A caregiver is someone who provides assistance to a person in need. Care can be physical, financial, or emotional. Caregivers can help with basic activities of daily living such as bathing, dressing, walking, and cooking, or with more complex tasks such as medication and home management. A caregiver may provide direct care or manage care from a distance and can be a family member, a neighbor, a friend, or a professional.
The onset of caring tends to emerge naturally from customary family transactions that existed before the onset of dementia. The need for care tends to escalate over time, from support for household, financial, and social activities, to personal care, to almost constant supervision and surveillance. Important transitions include the involvement of professional caregivers, institutionalization, and bereavement (ADI, 2013).
Causes of Stress for the Caregiver
Caregivers of people with dementia invest significant time, energy, and money over a long period of time. Poor self-rated health and lower levels of life satisfaction are reported by many caregivers. They are at risk for illness, increased emergency department use and hospitalization, and increased risk of mortality. Caregivers’ cumulative stress is associated with increased nursing home placement of the patient with dementia (Lykens et al., 2014).
High levels of emotional stress can lead to denial, anger, and contribute to social withdrawal. Caregivers overwhelmed by the demands of caring for someone with dementia can experience irritability, anxiety, and sleep disturbances. Many studies have documented a higher prevalence of depressive symptoms among caregivers, with the highest prevalence among those caring for someone with dementia (ADI, 2013).
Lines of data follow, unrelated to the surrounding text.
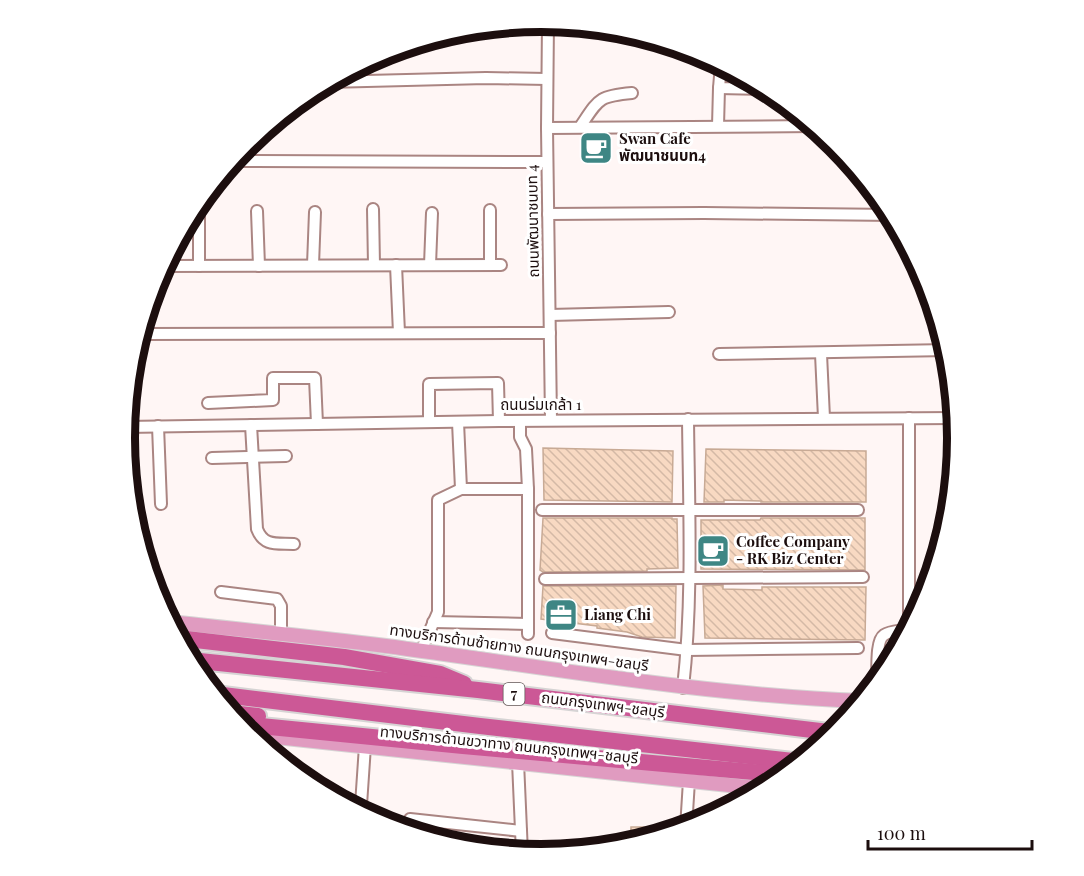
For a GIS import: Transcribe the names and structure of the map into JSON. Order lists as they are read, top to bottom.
{
  "streets": {
    "highway": ["7", "ถนนกรุงเทพฯ-ชลบุรี"],
    "main road": ["ทางบริการด้านซ้ายทาง ถนนกรุงเทพฯ-ชลบุรี", "ทางบริการด้านขวาทาง ถนนกรุงเทพฯ-ชลบุรี"],
    "street": ["ถนนพัฒนาชนบท 4", "ถนนร่มเกล้า 1"]
  },
  "crossings": [
    ["ถนนพัฒนาชนบท 4", "ถนนร่มเกล้า 1"]
  ],
  "places": {
    "cafe": ["Swan Cafe พัฒนาชนบท4", "Coffee Company - RK Biz Center"],
    "office": ["Liang Chi"]
  },
  "scale_bar": "100 m"
}
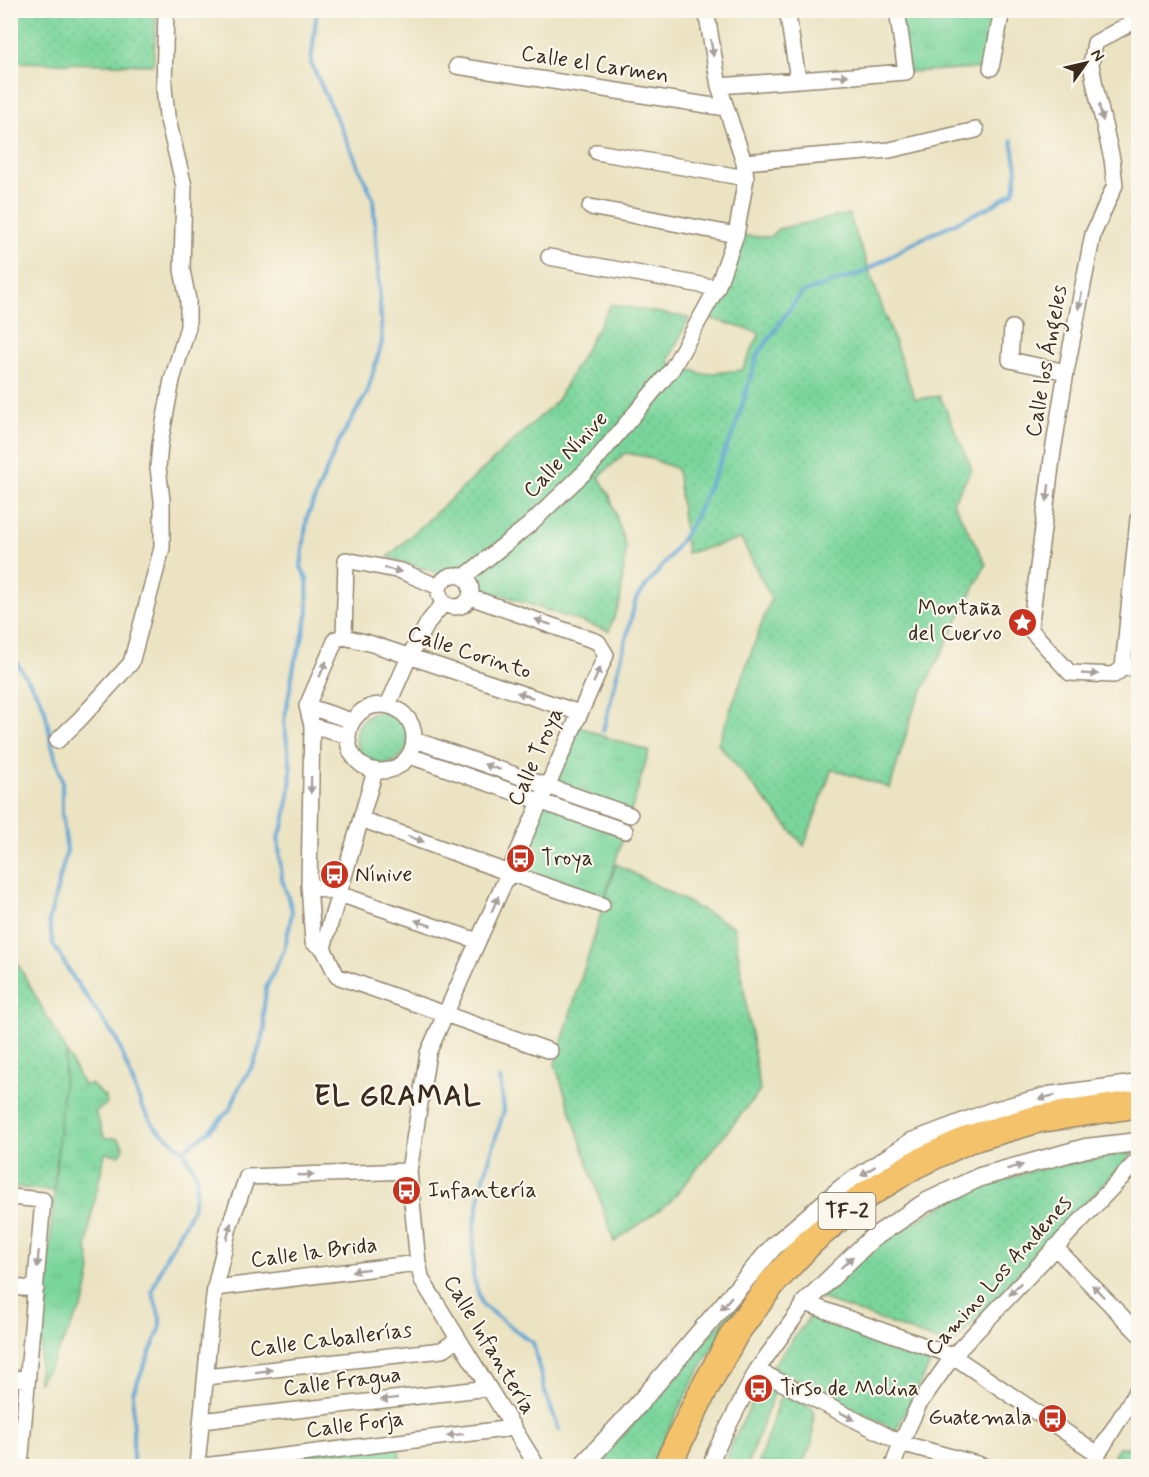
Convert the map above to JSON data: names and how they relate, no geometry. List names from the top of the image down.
{
  "streets": {
    "highway": ["TF-2"],
    "street": [
      "Calle el Carmen",
      "Calle los Ángeles",
      "Calle Nínive",
      "Calle Corinto",
      "Calle Troya",
      "Calle la Brida",
      "Camino Los Andenes",
      "Calle Caballerías",
      "Calle Infantería",
      "Calle Fragua",
      "Calle Forja"
    ]
  },
  "crossings": [
    ["Calle el Carmen", "Calle Nínive"],
    ["Calle Nínive", "Calle Troya"],
    ["Calle Corinto", "Calle Troya"],
    ["Calle Troya", "Calle Infantería"],
    ["Calle la Brida", "Calle Infantería"],
    ["Calle Caballerías", "Calle Infantería"],
    ["Calle Infantería", "Calle Fragua"],
    ["Calle Infantería", "Calle Forja"]
  ],
  "one_way": [
    "Calle los Ángeles",
    "Calle la Brida",
    "Calle Caballerías",
    "Calle Fragua",
    "Calle Forja"
  ],
  "districts": ["EL GRAMAL"],
  "places": {
    "place": ["Montaña del Cuervo"],
    "bus stop": [
      "Troya",
      "Nínive",
      "Infantería",
      "Tirso de Molina",
      "Guatemala"
    ]
  },
  "north": "top right"
}
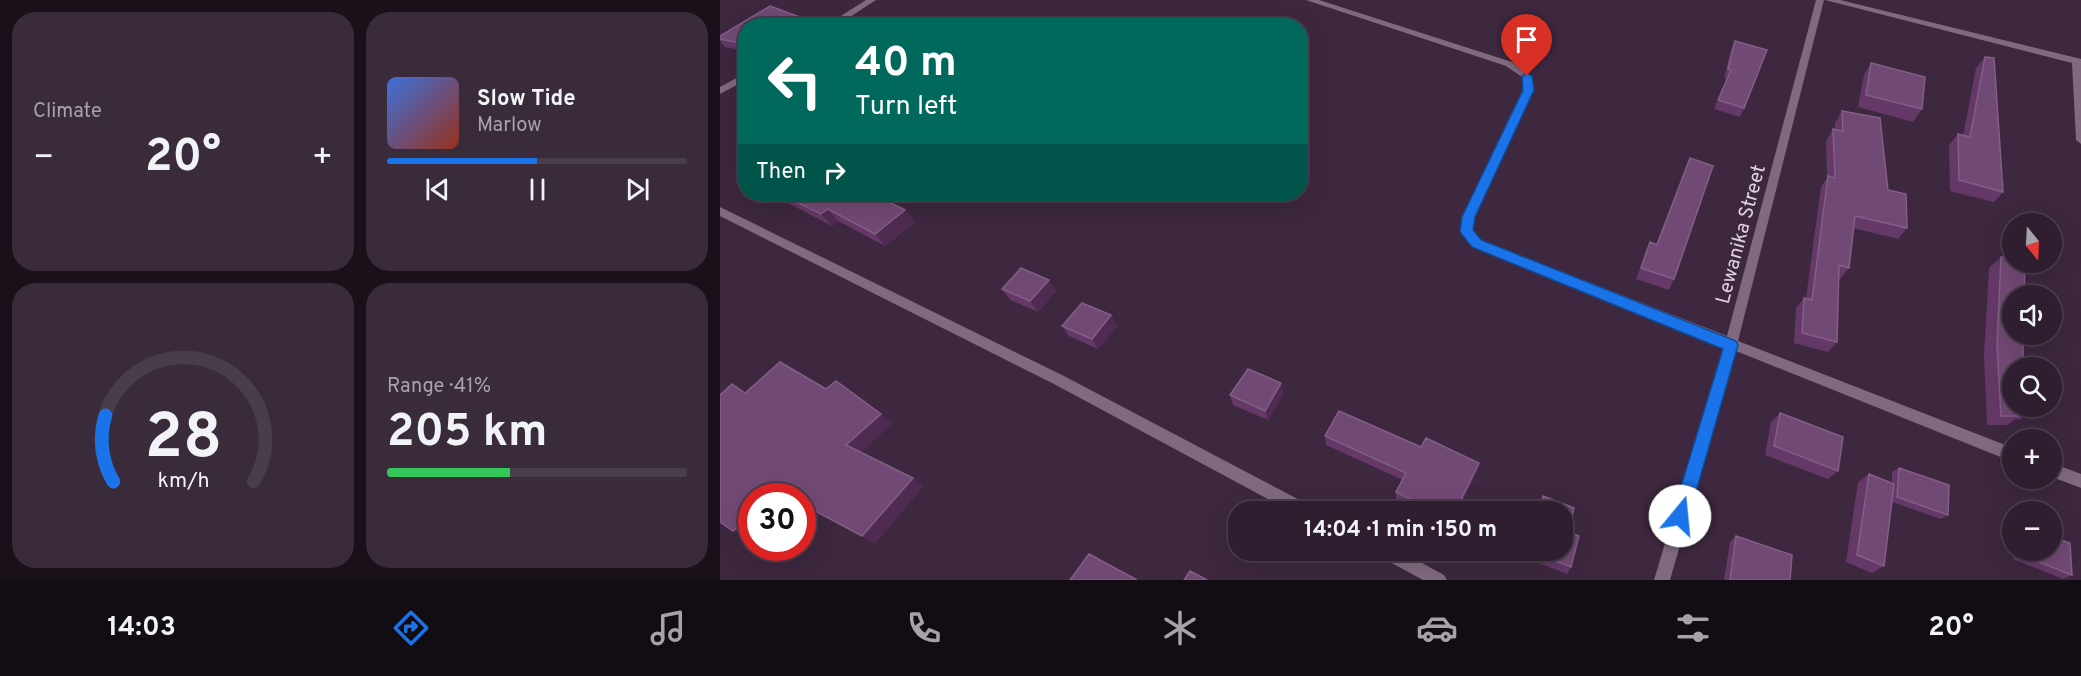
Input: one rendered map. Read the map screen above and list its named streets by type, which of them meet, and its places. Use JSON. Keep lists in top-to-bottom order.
{
  "streets": {
    "street": ["Lewanika Street"]
  },
  "north": "bottom",
  "page": {
    "tile": [
      "Climate",
      ["Range · 41%", "205 km"]
    ],
    "turn": ["40 m", "Turn left"],
    "song": ["Slow Tide", "Marlow"],
    "heat": ["−", "20°", "+"],
    "then": "Then",
    "map_buttons": ["+", "−"],
    "limit": "30",
    "trip": "14:04 · 1 min · 150 m",
    "tabs": ["14:03", "20°"],
    "gauge": ["28", "km/h"]
  }
}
The economic impact of caregiving is an additional stressor for caregivers. For caregivers of older people (not dementia caregivers specifically) a 1% increase in hours of care is associated with a reduction in the employment rate of caregivers by around 10% (ADI, 2013). In a survey of American caregivers, 13% had to go from working full- to part-time, 11% had to take a less demanding job, and 11% had to give up work entirely. Cutting back or giving up on work increases caregiver strain, while hiring a paid caregiver or having additional informal support can reduce caregiver strain (ADI, 2013).
The amount of stress experienced by caregivers is associated with caregiver demographics, personality, and their perception of their role as a caregiver, their coping strategies, and relationships they have outside of their caregiving role.
Factors and Characteristics Associated with Caregiver Strain
Characteristics associated with caregiver strain
Perception and experience of caregiving role
Managing Caregiver Stress
Reducing caregiver stress is possible when education, training, support, and respite are available. These four components have been shown to decrease caregiver stress and reduce or delay the transition from home to a care home (ADI, 2013).
In a program called Resources for Enhancing Alzheimer’s Caregiver Health (REACH II), researchers targeted 5 caregiver domains (depression, burden, self-care/healthy behaviors, social support, and problem behaviors) and provided interventions to address each domain. Caregivers were provided with education, skills to manage troublesome behaviors, social support, strategies to reframe negative emotional responses, and strategies to improve health behavior and stress management. Active treatments were more effective than receiving only educational materials in reducing caregiver burden and depression (Lykens et al., 2014).
These findings reinforced those of an earlier study, which indicated that active training such as engagement of caregivers in skills training, role playing, and interactive practice were more successful in reducing caregiver burden, compared with more passive methods, such as providing information only (Lykens et al., 2014).